Starting with the first line and ending with the line that holds "position:relative; width:1153px; height:408px;", repeat the material exactly.

—————

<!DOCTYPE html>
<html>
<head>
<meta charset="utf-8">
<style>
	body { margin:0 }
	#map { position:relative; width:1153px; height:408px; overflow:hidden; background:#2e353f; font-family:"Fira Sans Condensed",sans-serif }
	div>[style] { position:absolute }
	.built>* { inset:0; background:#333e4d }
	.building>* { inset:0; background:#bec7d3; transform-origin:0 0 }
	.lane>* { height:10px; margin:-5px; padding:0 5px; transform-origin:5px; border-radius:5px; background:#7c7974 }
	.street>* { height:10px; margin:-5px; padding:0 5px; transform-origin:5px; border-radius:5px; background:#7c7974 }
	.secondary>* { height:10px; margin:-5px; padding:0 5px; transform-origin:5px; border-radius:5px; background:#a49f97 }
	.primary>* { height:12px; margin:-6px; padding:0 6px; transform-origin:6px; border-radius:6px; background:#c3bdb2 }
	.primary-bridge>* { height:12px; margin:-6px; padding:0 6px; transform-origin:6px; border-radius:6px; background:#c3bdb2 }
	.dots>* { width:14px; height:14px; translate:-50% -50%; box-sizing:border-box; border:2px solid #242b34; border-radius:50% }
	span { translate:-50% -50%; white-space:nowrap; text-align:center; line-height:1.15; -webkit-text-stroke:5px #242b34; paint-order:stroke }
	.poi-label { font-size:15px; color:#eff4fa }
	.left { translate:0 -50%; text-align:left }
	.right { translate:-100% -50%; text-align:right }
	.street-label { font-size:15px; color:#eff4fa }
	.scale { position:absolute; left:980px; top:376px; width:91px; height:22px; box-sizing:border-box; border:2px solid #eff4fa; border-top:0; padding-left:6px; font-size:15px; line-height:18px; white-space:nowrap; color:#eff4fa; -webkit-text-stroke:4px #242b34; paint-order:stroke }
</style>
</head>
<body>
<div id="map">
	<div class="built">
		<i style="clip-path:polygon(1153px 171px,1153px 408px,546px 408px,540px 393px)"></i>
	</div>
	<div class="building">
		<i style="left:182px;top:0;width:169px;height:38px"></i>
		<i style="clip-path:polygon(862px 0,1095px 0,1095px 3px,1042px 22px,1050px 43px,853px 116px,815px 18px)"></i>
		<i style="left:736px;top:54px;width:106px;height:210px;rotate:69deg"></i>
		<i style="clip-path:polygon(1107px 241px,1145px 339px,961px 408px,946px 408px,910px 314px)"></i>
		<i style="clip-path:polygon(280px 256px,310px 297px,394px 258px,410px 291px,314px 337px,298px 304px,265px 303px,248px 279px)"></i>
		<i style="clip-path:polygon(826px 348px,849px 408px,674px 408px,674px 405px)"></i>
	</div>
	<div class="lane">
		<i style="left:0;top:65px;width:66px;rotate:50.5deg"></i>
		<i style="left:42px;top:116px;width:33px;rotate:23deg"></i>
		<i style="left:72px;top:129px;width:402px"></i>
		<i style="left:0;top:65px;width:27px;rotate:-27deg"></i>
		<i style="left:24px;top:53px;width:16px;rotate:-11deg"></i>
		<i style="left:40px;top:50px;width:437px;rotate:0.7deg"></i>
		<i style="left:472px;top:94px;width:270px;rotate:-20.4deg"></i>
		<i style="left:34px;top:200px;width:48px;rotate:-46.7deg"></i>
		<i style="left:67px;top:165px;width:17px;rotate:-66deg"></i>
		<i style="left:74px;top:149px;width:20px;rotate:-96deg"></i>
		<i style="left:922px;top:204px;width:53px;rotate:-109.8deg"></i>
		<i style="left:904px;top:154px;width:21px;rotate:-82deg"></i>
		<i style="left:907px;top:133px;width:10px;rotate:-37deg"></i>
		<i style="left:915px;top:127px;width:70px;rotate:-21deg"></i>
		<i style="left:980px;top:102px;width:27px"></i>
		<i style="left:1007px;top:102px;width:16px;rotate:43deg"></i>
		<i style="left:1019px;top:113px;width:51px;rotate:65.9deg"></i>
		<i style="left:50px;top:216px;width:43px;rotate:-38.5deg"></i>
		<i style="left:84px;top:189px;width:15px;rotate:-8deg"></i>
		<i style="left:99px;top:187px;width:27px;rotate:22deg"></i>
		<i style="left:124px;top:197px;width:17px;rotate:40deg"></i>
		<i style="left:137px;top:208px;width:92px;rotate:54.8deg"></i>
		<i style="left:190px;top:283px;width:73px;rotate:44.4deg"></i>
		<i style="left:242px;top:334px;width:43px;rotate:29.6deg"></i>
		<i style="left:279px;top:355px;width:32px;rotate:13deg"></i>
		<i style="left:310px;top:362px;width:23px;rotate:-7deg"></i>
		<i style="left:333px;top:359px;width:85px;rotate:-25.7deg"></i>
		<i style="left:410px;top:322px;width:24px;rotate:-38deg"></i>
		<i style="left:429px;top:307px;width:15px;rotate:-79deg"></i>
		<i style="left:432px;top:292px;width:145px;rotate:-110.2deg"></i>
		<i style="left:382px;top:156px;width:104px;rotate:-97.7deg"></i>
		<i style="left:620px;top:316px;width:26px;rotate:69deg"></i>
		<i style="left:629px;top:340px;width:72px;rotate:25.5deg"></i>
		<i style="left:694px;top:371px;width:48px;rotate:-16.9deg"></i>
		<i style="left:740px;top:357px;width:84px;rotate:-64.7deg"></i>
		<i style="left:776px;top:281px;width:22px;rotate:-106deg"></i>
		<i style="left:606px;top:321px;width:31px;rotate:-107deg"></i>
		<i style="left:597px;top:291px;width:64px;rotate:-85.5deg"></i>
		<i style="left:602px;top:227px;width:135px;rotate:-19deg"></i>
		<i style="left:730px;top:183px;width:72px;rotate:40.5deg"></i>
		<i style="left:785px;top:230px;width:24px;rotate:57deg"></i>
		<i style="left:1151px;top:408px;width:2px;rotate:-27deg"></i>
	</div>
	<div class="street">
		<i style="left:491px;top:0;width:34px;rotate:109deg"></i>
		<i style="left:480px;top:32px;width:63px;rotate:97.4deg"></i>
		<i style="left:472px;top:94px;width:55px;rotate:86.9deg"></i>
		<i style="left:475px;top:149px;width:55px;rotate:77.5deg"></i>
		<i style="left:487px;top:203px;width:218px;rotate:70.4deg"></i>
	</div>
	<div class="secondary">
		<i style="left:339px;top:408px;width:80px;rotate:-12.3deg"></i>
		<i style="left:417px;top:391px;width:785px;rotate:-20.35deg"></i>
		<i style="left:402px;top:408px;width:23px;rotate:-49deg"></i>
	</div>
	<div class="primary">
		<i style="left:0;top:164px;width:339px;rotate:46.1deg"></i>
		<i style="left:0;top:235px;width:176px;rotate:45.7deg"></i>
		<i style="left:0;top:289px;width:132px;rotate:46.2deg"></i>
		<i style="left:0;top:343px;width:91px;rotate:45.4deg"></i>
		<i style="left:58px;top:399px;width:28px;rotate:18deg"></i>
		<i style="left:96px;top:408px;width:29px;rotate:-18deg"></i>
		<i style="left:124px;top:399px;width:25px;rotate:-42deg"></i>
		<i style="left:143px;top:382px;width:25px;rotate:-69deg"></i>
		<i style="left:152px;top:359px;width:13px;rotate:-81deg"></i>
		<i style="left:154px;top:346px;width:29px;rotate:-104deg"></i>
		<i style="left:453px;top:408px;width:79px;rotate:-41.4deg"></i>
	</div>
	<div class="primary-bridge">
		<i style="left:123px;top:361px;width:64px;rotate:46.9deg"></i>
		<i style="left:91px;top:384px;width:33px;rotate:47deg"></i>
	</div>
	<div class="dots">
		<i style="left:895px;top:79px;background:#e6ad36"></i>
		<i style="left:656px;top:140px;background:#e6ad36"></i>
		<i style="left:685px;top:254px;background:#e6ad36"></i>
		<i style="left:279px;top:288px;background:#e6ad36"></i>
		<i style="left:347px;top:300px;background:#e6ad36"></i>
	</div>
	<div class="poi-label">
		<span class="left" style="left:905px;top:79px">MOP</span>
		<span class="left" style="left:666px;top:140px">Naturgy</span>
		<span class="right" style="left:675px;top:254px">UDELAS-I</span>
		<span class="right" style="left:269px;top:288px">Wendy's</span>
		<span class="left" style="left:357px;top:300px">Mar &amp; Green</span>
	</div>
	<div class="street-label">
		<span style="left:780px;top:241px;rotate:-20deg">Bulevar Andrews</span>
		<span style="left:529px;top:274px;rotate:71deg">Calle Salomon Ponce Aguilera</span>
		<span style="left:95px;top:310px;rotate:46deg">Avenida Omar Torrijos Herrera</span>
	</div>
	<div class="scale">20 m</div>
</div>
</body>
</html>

—————

Answer to the problem |
<!DOCTYPE html>
<html>
<head>
<meta charset="utf-8">
<style>
	body { margin:0 }
	#map { position:relative; width:1153px; height:408px; overflow:hidden; background:#2e353f; font-family:"Fira Sans Condensed",sans-serif }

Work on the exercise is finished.